Il primo ministro albanese Edi Rama (a sinistra) e il presidente serbo Aleksandar Vucic (a destra)
Foto: AFP
I due leader hanno sostenuto che questa strategia "con un piede dentro e uno fuori" non richiedeva all'UE di modificare immediatamente le proprie leggi e istituzioni, come di solito accade con gli allargamenti: non prevedeva, cioè, la nomina di un maggior numero di commissari alla Commissione europea, l'ampliamento del Parlamento europeo, la modifica delle procedure e dei processi per l'adozione delle decisioni comuni dell'UE, né l'estensione del potere di veto ai paesi membri. Al contrario, l'UE ha ottenuto un mercato immediato per la cooperazione economica , gli scambi commerciali e gli investimenti in Serbia e Albania, legando questi due paesi all'UE e incoraggiando i loro cittadini ad allineare il proprio destino e il proprio futuro a quello dell'Unione.

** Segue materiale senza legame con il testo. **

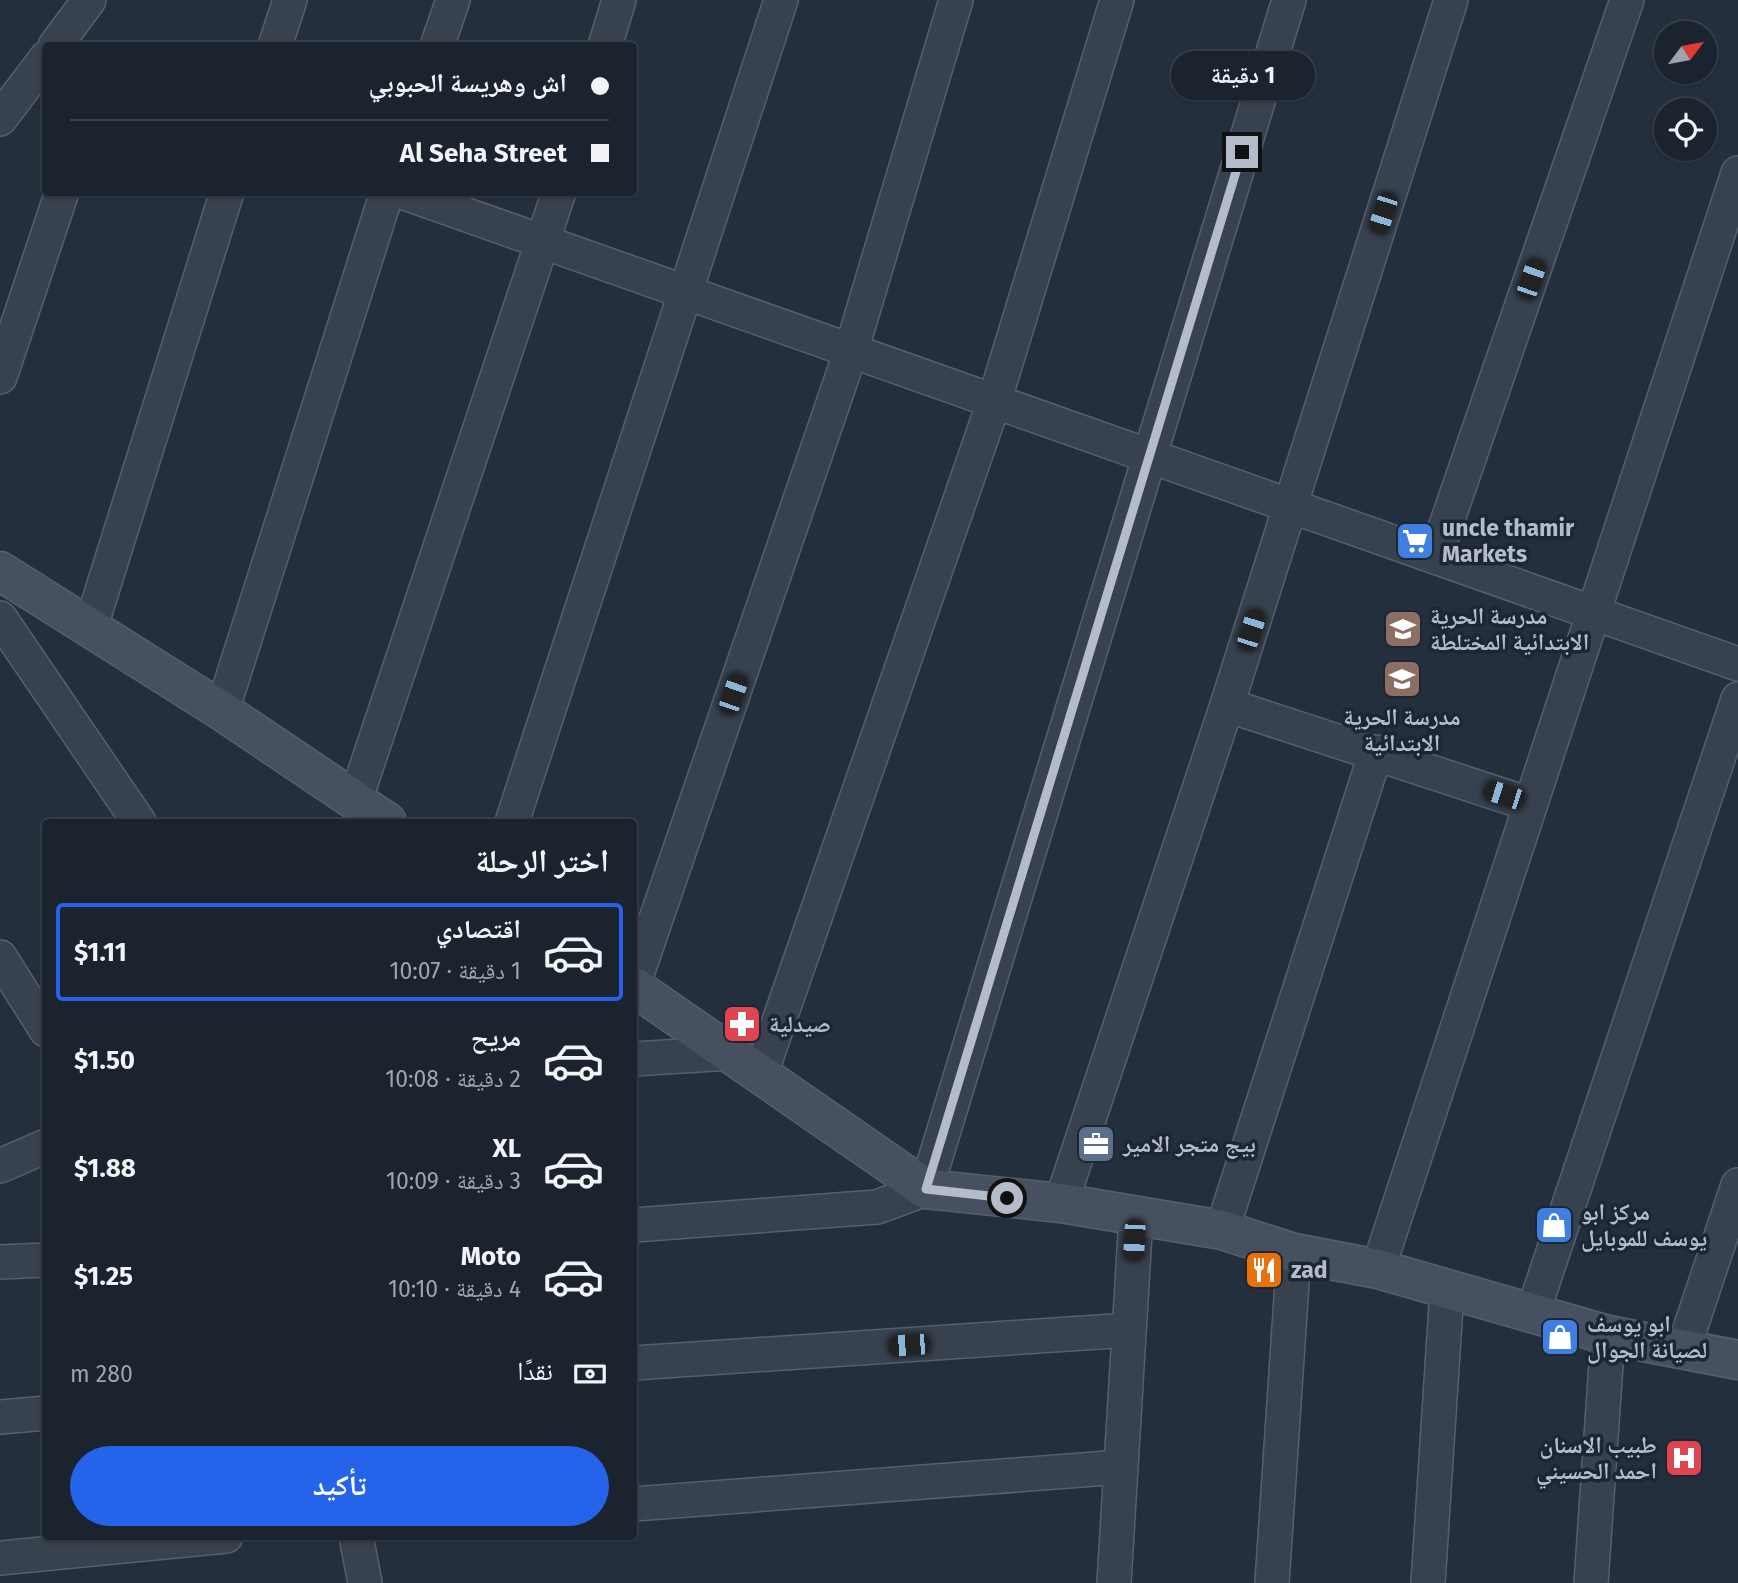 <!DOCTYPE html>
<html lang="ar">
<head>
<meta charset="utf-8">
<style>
	body { margin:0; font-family:"Fira Sans","Noto Naskh Arabic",sans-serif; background:#242b36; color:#f1f3f6; direction:rtl; height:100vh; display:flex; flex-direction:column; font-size:26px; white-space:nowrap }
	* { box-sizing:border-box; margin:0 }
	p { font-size:23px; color:#a0a4aa }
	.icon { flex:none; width:38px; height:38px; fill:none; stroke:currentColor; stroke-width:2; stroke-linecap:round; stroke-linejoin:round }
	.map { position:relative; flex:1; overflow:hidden; direction:ltr }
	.side { position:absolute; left:42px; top:819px; width:595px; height:721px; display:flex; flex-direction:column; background:#1b232e; border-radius:7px; box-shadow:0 2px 5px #0004,0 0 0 2px #39404a; direction:rtl }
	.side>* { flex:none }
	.hud { position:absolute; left:42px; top:42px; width:595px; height:154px; border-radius:7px; box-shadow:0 2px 5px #0004,0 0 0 2px #39404a; direction:rtl; display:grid; align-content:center; height:154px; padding:0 28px; background:#1b232e }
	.needle { width:46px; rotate:58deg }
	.controls { position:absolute; left:1654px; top:21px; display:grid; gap:14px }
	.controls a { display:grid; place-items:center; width:63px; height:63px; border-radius:50%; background:#1b232e; box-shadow:0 2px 5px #0004,0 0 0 2px #39404a; font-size:35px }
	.end { position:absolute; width:32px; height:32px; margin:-16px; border:9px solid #b4bcc9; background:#111; box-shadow:0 0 0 4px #111 }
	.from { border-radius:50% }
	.bubble { position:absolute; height:49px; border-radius:24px; background:#1b232e; box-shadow:0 2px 5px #0004,0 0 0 2px #39404a; font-size:23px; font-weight:700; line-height:49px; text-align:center; direction:rtl }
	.car { position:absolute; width:21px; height:42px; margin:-21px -10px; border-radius:9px; box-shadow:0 0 5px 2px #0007; background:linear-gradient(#222 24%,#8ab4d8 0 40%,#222 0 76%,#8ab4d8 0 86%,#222 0) }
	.hud b { display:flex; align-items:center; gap:24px; height:66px; font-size:26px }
	.hud b+b { border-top:2px solid #39404a }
	.hud i { width:18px; height:18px; background:#f1f3f6 }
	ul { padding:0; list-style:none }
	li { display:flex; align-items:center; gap:21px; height:98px; margin:0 14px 10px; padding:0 14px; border:4px solid transparent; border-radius:7px }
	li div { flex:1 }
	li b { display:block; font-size:26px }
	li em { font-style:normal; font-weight:700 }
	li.on { border-color:#2563eb }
	li>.icon { width:63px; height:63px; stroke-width:1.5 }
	h2 { padding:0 28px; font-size:32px; line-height:84px }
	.pay { display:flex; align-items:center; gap:18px; height:77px; padding:0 28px; font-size:26px }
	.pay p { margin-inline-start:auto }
	.cta { display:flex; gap:14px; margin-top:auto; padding:14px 28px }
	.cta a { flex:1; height:80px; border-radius:42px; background:#2563eb; color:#fff; font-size:28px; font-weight:700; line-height:80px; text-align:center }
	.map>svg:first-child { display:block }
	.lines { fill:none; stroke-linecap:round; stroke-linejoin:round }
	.street-casing { stroke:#565f6c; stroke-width:36 }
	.secondary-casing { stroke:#565f6c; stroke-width:41 }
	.street { stroke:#38414e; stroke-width:33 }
	.secondary { stroke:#465061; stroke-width:38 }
	.route { stroke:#b4bcc9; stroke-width:9 }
	.labels { text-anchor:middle; stroke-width:7; stroke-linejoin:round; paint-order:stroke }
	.poi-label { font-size:23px; font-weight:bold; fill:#b4bcc9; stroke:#1d2633; text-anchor:start }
</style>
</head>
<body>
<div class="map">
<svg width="1738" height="1583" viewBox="0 0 1738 1583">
	<rect width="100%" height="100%" fill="#242f3e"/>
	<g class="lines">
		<defs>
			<path id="street" d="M 55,46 L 89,0
				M 275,46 L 290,0
				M 437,46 L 453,0
				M 605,46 L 619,0
				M 0,119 L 46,58
				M 402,192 L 1738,664
				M 0,377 L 62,192
				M 1435,557 L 1627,0
				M 0,618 L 139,822
				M 91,626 L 227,192
				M 1227,705 L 1529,804
				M 222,711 L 387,192
				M 355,801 L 559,192
				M 512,822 L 781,0
				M 0,957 L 46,1030
				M 634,983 L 851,351 L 956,0
				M 634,1059 L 730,1053
				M 760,1076 L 994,402 L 1117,0
				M 0,1166 L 46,1146
				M 1061,1203 L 1227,705 L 1451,0
				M 634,1225 L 877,1207 L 926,1189 L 1289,0
				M 1222,1230 L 1376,752
				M 0,1262 L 46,1260
				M 1378,1269 L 1738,173
				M 1533,1312 L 1738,699
				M 1683,1350 L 1738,1185
				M 634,1363 L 1129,1330
				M 0,1417 L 46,1413
				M 634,1504 L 1121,1467
				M 356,1536 L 365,1583
				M 0,1558 L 226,1536
				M 1114,1583 L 1136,1217
				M 1272,1583 L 1294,1253
				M 1428,1583 L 1447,1290
				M 1591,1583 L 1608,1335"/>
			<path id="secondary" d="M 0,571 L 222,711 L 387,822
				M 634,987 L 926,1189 L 1061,1203 L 1222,1230 L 1294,1253 L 1378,1269 L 1608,1335 L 1738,1360"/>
		</defs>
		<use href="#street" class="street-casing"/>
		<use href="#secondary" class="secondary-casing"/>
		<use href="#street" class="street"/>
		<use href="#secondary" class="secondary"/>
	</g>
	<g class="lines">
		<path class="route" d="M 1007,1198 L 926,1189 L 1242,152"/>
	</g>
	<defs>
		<symbol id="supermarket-square" viewBox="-11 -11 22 22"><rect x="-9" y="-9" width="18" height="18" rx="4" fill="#3f7fe0" stroke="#1d2633"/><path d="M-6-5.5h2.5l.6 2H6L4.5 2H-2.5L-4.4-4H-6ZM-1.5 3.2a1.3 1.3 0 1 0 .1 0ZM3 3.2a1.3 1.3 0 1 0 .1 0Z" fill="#fff"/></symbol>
		<symbol id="school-square" viewBox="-11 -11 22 22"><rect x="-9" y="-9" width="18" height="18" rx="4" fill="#8d6e63" stroke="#1d2633"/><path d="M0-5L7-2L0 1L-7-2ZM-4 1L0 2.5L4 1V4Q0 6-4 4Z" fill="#fff"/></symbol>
		<symbol id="pharmacy-square" viewBox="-11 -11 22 22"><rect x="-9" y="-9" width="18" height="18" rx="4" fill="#e0444e" stroke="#1d2633"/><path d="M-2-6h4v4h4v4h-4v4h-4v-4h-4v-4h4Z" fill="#fff"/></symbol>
		<symbol id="office-square" viewBox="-11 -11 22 22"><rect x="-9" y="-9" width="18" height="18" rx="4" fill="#5c6f8a" stroke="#1d2633"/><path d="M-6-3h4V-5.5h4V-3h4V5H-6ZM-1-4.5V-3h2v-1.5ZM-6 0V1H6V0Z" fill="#fff"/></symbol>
		<symbol id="shop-square" viewBox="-11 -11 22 22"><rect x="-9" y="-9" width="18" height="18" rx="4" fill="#3f7fe0" stroke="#1d2633"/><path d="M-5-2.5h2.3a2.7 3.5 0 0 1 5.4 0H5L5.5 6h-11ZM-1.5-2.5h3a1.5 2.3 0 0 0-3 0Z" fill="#fff"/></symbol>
		<symbol id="restaurant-square" viewBox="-11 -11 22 22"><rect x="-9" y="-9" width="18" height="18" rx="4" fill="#e8710a" stroke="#1d2633"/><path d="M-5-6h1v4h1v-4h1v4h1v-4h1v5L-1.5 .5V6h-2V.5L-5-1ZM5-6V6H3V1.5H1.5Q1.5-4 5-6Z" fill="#fff"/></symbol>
		<symbol id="hospital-square" viewBox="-11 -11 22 22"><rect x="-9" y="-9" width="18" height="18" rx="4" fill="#e0444e" stroke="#1d2633"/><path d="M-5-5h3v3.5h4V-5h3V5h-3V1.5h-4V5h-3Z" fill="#fff"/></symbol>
	</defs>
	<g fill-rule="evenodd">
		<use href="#supermarket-square" x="1393" y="519" width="44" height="44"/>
		<use href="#school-square" x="1381" y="607" width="44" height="44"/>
		<use href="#school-square" x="1380" y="657" width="44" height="44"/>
		<use href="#pharmacy-square" x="720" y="1002" width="44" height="44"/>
		<use href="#office-square" x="1074" y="1122" width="44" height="44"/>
		<use href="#shop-square" x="1532" y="1203" width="44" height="44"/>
		<use href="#restaurant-square" x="1242" y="1248" width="44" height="44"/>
		<use href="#shop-square" x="1538" y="1315" width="44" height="44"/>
		<use href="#hospital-square" x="1662" y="1436" width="44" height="44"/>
	</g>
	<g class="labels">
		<g class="poi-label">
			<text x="1442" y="536">uncle thamir<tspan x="1442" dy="26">Markets</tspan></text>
			<text x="1430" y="624">مدرسة الحرية<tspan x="1430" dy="26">الابتدائية المختلطة</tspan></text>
			<text x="1402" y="725" text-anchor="middle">مدرسة الحرية<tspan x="1402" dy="26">الابتدائية</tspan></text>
			<text x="769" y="1032">صيدلية</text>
			<text x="1123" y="1152">بيج متجر الامير</text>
			<text x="1581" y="1220">مركز ابو<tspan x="1581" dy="26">يوسف للموبايل</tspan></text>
			<text x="1291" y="1278">zad</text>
			<text x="1587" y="1332">ابو يوسف<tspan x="1587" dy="26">لصيانة الجوال</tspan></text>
			<text x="1657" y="1453" text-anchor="end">طبيب الاسنان<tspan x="1657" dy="26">احمد الحسيني</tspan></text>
		</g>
	</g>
</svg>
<div class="controls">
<a><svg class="needle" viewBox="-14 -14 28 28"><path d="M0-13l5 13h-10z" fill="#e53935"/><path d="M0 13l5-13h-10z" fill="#a0a4aa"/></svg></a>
<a><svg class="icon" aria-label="locate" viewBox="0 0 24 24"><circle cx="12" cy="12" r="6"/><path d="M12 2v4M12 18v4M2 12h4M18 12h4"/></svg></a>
</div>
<i class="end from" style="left:1007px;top:1198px"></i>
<i class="end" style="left:1242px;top:152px"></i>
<div class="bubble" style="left:1171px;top:51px;width:144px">1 دقيقة</div>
<i class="car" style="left:1383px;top:213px;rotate:198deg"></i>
<i class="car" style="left:1531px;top:279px;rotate:19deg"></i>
<i class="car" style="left:1251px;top:630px;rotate:18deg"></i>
<i class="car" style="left:733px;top:694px;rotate:19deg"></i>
<i class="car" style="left:1504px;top:795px;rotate:288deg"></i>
<i class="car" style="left:1134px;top:1240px;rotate:183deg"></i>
<i class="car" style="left:909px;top:1345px;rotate:266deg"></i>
<div class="hud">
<b><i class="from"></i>اش وهريسة الحبوبي</b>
<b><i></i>Al Seha Street</b>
</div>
<section class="side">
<h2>اختر الرحلة</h2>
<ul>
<li class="on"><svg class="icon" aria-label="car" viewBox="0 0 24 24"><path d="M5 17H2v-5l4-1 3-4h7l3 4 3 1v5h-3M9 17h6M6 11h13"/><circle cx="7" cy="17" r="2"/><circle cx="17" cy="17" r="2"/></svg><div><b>اقتصادي</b><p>1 دقيقة · 10:07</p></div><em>$1.11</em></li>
<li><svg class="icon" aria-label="car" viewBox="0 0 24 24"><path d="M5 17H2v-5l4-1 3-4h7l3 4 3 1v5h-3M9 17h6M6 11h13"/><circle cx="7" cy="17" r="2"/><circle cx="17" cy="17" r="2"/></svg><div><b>مريح</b><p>2 دقيقة · 10:08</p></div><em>$1.50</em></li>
<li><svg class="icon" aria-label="car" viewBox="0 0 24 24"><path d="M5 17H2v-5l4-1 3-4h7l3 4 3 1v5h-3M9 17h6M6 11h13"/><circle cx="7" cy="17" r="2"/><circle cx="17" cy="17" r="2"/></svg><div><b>XL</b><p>3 دقيقة · 10:09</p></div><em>$1.88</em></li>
<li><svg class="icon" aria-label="car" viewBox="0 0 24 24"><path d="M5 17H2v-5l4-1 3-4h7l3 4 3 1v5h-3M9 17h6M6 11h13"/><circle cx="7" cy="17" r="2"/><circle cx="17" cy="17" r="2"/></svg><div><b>Moto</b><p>4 دقيقة · 10:10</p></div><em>$1.25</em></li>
</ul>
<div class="pay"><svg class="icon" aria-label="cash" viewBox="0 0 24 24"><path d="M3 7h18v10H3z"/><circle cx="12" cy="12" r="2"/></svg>نقدًا<p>280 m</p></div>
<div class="cta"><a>تأكيد</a></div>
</section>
</div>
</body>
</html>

Le argomentazioni sopra menzionate sembrano ragionevoli, ma potrebbero anche creare difficoltà per l'UE. È vero che al momento l'UE ha bisogno delle richieste espresse dai due leader, ma ciò potrebbe configurarsi come un fatto compiuto, impedendo all'UE di tornare indietro e di ammettere rapidamente Serbia e Albania.
Entrare nell'UE dalla porta di servizio è impossibile, e l'ingresso dalla porta principale è incerto in termini di tempistiche di successo; pertanto, questi paesi ricorrono a canali secondari per creare opportunità e, di conseguenza, spingere per l'adesione all'UE. Nel frattempo, l'UE trova difficile rifiutare, poiché i paesi non membri fanno già parte dell'area Schengen e del mercato interno europeo.